Dwell times on the emotional and neutral facial expressions in ms for happy-, sad-, and disgusted-neutral facial expression pairs. Error bars denote standard error.

Figure 3
figure 3

Predicted dwell times on emotional and neutral facial expressions as a function of facial expression pairs and different levels of CTQ.

Entry times and relations with childhood maltreatment

Figure 4 presents the mean entry times for emotional and neutral facial expressions for each facial expression pair.

Figure 4
figure 4

Entry times on the emotional and neutral facial expressions in ms for happy-, sad-, and disgusted-neutral facial expression pairs. Error bars denote standard error.
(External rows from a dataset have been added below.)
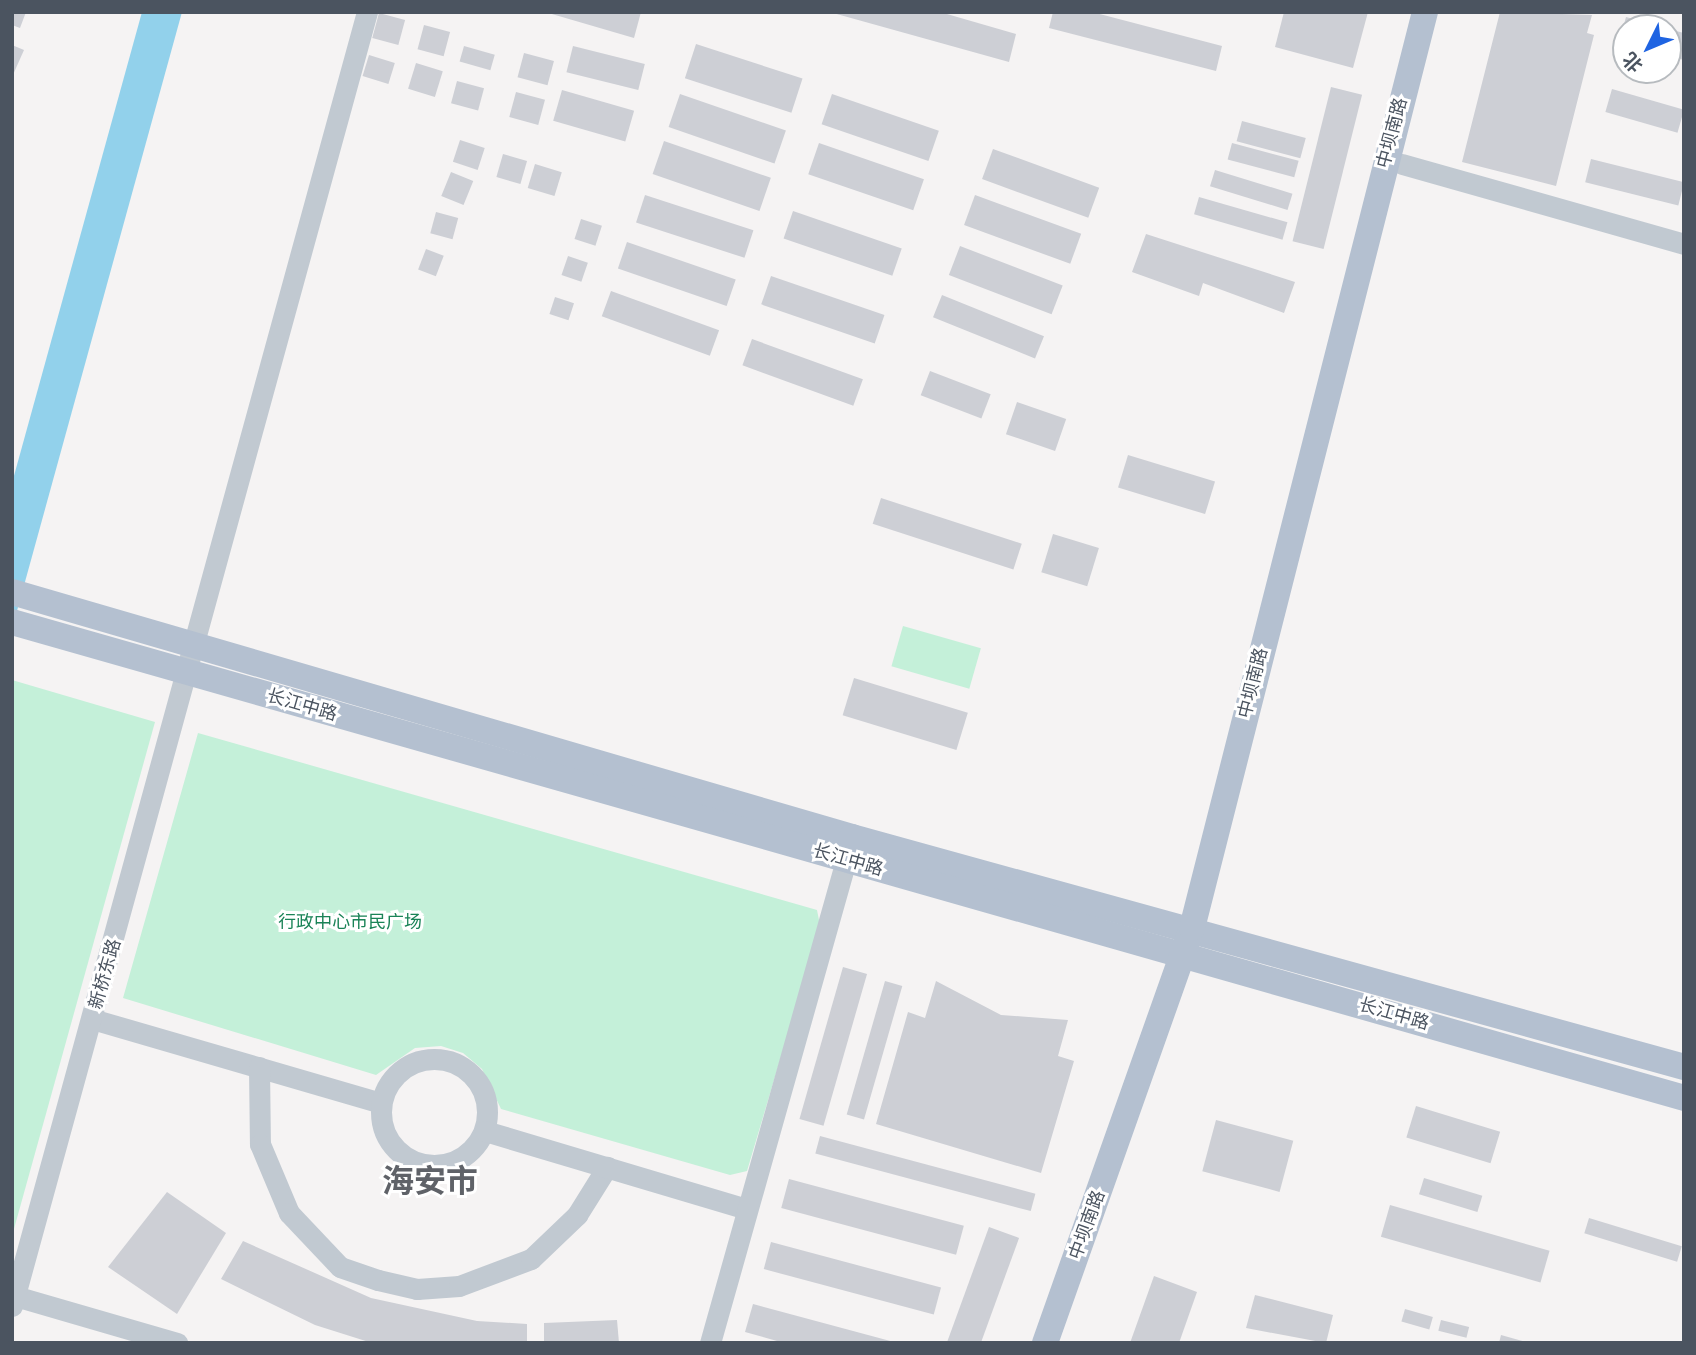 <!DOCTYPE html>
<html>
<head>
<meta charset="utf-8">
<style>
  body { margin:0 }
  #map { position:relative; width:1696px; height:1355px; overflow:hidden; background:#f5f3f3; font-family:"Fira Sans","Noto Sans SC",sans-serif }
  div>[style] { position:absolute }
  .green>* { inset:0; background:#c4f0d9; transform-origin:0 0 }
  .water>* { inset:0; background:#92d1eb }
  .building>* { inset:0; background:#cdcfd5; transform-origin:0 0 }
  .minor>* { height:21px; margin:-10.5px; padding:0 10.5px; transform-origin:10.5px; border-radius:10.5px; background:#c1c9d1 }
  .minor>.ring { margin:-10.5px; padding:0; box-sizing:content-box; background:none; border:21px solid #c1c9d1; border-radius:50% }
  .major>* { height:26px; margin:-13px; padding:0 13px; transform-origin:13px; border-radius:13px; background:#b4c0d0 }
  span { translate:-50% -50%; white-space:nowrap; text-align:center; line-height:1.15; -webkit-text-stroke:6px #fff; paint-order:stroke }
  .street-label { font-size:18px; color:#4b5460 }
  .park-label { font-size:18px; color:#1a8357 }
  .town-label { font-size:32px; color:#5f6268; font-weight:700 }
  .frame { position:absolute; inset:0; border:14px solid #4b5460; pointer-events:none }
  .north { position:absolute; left:1612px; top:14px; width:70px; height:70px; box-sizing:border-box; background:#fff; border:2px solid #b7bbbf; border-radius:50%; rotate:227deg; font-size:19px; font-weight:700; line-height:28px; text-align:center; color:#4b5460 }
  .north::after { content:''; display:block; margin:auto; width:24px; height:32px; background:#1f64e2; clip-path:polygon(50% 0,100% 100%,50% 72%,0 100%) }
</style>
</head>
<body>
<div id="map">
  <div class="green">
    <div style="left:903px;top:626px;width:81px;height:42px;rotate:16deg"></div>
    <div style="clip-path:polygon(12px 680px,155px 722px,12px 1236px)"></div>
    <div style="clip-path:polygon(198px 733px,817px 910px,820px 925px,747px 1171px,730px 1175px,501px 1109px,482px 1069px,463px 1053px,441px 1046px,415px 1048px,376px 1075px,123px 998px)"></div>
  </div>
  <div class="water">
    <div style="clip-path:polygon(142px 12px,182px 12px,12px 629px,12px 483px)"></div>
  </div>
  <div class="building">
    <div style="clip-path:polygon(12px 12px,26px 12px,20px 28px,12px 25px)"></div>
    <div style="clip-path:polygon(545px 12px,641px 12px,634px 38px)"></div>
    <div style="clip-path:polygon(940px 12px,1016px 34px,1009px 62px,833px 13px)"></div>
    <div style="clip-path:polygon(1053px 12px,1092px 12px,1222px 46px,1216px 71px,1049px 28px)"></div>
    <div style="clip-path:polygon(1284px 12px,1368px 12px,1353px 68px,1275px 47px)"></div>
    <div style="clip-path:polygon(1500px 12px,1592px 15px,1587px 33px,1594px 35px,1556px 186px,1462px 162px)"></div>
    <div style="left:379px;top:13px;width:27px;height:26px;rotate:15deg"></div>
    <div style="clip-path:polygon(1626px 17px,1663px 27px,1662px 28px,1626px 28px,1626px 44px,1619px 42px)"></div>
    <div style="left:424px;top:25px;width:27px;height:25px;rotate:15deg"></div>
    <div style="clip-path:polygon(1668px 29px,1684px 33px,1684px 60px,1668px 56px)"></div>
    <div style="left:696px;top:44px;width:112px;height:36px;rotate:18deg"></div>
    <div style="clip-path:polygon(12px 45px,24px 50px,12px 77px)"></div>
    <div style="left:464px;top:46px;width:32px;height:16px;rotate:16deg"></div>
    <div style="left:573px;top:46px;width:74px;height:27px;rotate:14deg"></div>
    <div style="left:524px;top:53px;width:31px;height:25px;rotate:15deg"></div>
    <div style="left:369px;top:55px;width:27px;height:22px;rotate:17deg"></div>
    <div style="left:416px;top:63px;width:28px;height:27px;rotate:17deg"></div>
    <div style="left:457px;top:81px;width:28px;height:23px;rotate:15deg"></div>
    <div style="left:1331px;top:87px;width:32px;height:159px;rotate:14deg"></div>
    <div style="left:1612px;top:89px;width:75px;height:24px;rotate:16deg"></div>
    <div style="left:562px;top:90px;width:75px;height:32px;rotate:16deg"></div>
    <div style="left:516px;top:92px;width:30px;height:26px;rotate:15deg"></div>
    <div style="left:680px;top:94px;width:112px;height:35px;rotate:19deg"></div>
    <div style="left:832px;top:94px;width:113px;height:32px;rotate:19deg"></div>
    <div style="left:1242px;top:121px;width:66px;height:21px;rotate:15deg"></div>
    <div style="left:460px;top:140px;width:26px;height:23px;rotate:18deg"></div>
    <div style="left:664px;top:141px;width:113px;height:35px;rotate:19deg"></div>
    <div style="left:819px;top:143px;width:111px;height:33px;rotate:19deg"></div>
    <div style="left:1232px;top:143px;width:69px;height:17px;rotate:15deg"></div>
    <div style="left:993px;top:149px;width:113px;height:32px;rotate:20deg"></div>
    <div style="left:503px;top:154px;width:25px;height:24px;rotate:16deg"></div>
    <div style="left:1591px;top:159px;width:96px;height:24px;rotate:14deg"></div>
    <div style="left:535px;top:164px;width:28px;height:25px;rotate:17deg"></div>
    <div style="left:1215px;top:170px;width:81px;height:17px;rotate:17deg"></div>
    <div style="left:451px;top:172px;width:24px;height:26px;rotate:22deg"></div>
    <div style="left:645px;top:195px;width:114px;height:29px;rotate:18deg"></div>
    <div style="left:975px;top:195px;width:113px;height:32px;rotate:20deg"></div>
    <div style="left:1199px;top:197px;width:92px;height:18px;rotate:16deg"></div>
    <div style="left:793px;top:211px;width:115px;height:29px;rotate:19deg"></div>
    <div style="left:436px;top:212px;width:23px;height:22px;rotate:15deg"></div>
    <div style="left:581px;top:219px;width:22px;height:21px;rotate:18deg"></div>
    <div style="clip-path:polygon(1146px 234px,1295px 282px,1284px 313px,1203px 283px,1199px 296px,1132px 272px)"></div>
    <div style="left:627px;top:242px;width:115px;height:28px;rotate:19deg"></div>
    <div style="left:960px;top:246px;width:110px;height:31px;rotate:21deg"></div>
    <div style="left:426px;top:249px;width:19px;height:22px;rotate:21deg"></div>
    <div style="left:568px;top:256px;width:21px;height:20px;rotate:19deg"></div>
    <div style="left:771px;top:276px;width:120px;height:30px;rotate:19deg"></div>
    <div style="left:611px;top:291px;width:115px;height:27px;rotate:20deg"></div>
    <div style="left:942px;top:295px;width:110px;height:24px;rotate:22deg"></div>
    <div style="left:555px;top:297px;width:20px;height:18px;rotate:18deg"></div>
    <div style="left:752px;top:339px;width:118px;height:28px;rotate:20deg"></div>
    <div style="left:930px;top:371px;width:65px;height:26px;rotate:21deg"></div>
    <div style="left:1017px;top:402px;width:52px;height:34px;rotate:19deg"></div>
    <div style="left:1128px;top:455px;width:91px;height:34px;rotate:17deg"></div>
    <div style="left:881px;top:498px;width:148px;height:27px;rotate:18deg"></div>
    <div style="left:1053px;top:534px;width:48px;height:40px;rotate:17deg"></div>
    <div style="left:854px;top:678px;width:119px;height:39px;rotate:17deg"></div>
    <div style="left:843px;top:967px;width:25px;height:158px;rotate:16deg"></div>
    <div style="left:885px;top:981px;width:18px;height:139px;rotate:16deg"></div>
    <div style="clip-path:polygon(936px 981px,1001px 1015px,1068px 1020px,1058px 1056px,1074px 1061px,1041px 1173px,876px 1124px,908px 1012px,925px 1018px)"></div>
    <div style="left:1416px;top:1106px;width:88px;height:33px;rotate:17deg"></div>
    <div style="left:1216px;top:1120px;width:80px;height:53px;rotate:15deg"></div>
    <div style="left:820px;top:1136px;width:223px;height:18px;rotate:15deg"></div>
    <div style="left:1424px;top:1178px;width:61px;height:17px;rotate:17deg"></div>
    <div style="left:789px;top:1179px;width:181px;height:30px;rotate:15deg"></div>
    <div style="clip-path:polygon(167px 1192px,226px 1233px,177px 1314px,108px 1267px)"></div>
    <div style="left:1390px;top:1205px;width:166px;height:33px;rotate:16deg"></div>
    <div style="left:1589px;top:1218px;width:97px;height:16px;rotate:17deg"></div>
    <div style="left:989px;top:1227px;width:32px;height:123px;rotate:20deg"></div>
    <div style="clip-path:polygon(243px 1241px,371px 1298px,477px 1321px,527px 1324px,527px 1343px,372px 1343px,315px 1325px,221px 1279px)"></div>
    <div style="left:771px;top:1242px;width:176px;height:28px;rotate:15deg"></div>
    <div style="clip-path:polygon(1154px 1276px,1197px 1292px,1179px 1343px,1130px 1343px)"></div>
    <div style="clip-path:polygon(1255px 1295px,1333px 1315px,1326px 1343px,1246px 1328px)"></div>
    <div style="clip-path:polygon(753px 1304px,894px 1342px,894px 1343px,784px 1343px,745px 1332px)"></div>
    <div style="left:1405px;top:1309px;width:29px;height:13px;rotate:16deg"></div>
    <div style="clip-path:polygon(617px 1320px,619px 1343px,544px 1343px,544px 1323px)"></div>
    <div style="left:1441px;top:1320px;width:29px;height:11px;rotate:14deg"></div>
    <div style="clip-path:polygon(1501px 1335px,1526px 1342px,1526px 1343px,1499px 1343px)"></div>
  </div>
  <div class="minor">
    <div style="left:1402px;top:164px;width:293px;rotate:15.8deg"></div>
    <div style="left:92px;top:1019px;width:301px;rotate:16.2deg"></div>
    <div class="ring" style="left:381px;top:1059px;width:85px;height:85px"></div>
    <div style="left:259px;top:1067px;width:77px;rotate:89.3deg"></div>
    <div style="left:260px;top:1144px;width:75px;rotate:67.2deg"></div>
    <div style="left:289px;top:1213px;width:74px;rotate:46.6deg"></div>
    <div style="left:340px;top:1267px;width:40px;rotate:18.9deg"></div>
    <div style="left:378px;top:1280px;width:40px;rotate:13deg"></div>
    <div style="left:417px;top:1289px;width:42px;rotate:-4.1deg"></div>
    <div style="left:459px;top:1286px;width:77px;rotate:-20.6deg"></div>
    <div style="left:531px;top:1259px;width:64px;rotate:-43.7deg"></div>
    <div style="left:577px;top:1215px;width:57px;rotate:-58deg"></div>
    <div style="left:485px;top:1131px;width:273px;rotate:16.6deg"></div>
    <div style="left:15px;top:1296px;width:169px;rotate:16.2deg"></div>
    <div style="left:12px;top:1306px;width:1342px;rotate:-74.66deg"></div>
    <div style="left:710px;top:1343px;width:516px;rotate:-74.27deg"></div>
  </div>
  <div class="major">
    <div style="left:12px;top:592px;width:875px;rotate:16.26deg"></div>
    <div style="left:852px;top:837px;width:863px;rotate:15.45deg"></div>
    <div style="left:12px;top:622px;width:1738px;rotate:15.89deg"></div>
    <div style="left:1045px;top:1343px;width:440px;rotate:-70.5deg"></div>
    <div style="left:1192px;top:928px;width:945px;rotate:-75.73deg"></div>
  </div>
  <div class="street-label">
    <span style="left:1392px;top:133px;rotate:-75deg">中坝南路</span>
    <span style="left:1253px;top:683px;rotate:-76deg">中坝南路</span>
    <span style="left:302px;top:705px;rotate:16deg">长江中路</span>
    <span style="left:848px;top:860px;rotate:16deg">长江中路</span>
    <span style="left:105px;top:974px;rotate:-74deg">新桥东路</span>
    <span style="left:1394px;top:1014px;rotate:16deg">长江中路</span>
    <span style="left:1087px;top:1225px;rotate:-70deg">中坝南路</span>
  </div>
  <div class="park-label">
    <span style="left:350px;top:922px">行政中心市民广场</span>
  </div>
  <div class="town-label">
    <span style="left:430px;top:1181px">海安市</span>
  </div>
  <div class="frame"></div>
  <div class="north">北</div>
</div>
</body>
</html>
The model revealed no main effects of facial expression type, F(1,280) = 0.64, p = 0.42, facial expression pair, F(2,280) = 0.60, p = 0.55, or CTQ score, F(1,45) = 1.34, p = 0.24, but a significant two-way interaction between facial expression type and CTQ, F(1,280) = 3.97, p < 0.05, \({\eta }_{P}^{2}\) = 0.01. Figure 5 illustrates this interaction effect and shows that high CTQ scores were related to significantly shorter entry times on the emotional, but not the neutral facial expressions (p < 0.05).

Figure 5
figure 5

Predicted entry times on emotional and neutral facial expressions as a function of facial expression pairs and different levels of CTQ.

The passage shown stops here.